------ Records for the exercise

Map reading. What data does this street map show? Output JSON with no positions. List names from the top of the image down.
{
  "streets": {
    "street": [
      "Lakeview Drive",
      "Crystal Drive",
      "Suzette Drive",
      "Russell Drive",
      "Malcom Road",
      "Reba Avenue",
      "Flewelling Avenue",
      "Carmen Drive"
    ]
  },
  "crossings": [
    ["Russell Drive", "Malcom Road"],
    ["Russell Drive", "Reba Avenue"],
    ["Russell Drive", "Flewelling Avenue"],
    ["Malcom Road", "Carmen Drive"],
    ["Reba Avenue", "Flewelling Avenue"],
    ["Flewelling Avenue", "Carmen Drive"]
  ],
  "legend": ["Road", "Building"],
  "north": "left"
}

------------

Goal of the exercise → Write out every entry exactly as it appears.

Your solution →
Map reading. What data does this street map show? Output JSON with no positions. List names from the top of the image down.
{
  "streets": {
    "street": [
      "Lakeview Drive",
      "Crystal Drive",
      "Suzette Drive",
      "Russell Drive",
      "Malcom Road",
      "Reba Avenue",
      "Flewelling Avenue",
      "Carmen Drive"
    ]
  },
  "crossings": [
    ["Russell Drive", "Malcom Road"],
    ["Russell Drive", "Reba Avenue"],
    ["Russell Drive", "Flewelling Avenue"],
    ["Malcom Road", "Carmen Drive"],
    ["Reba Avenue", "Flewelling Avenue"],
    ["Flewelling Avenue", "Carmen Drive"]
  ],
  "legend": ["Road", "Building"],
  "north": "left"
}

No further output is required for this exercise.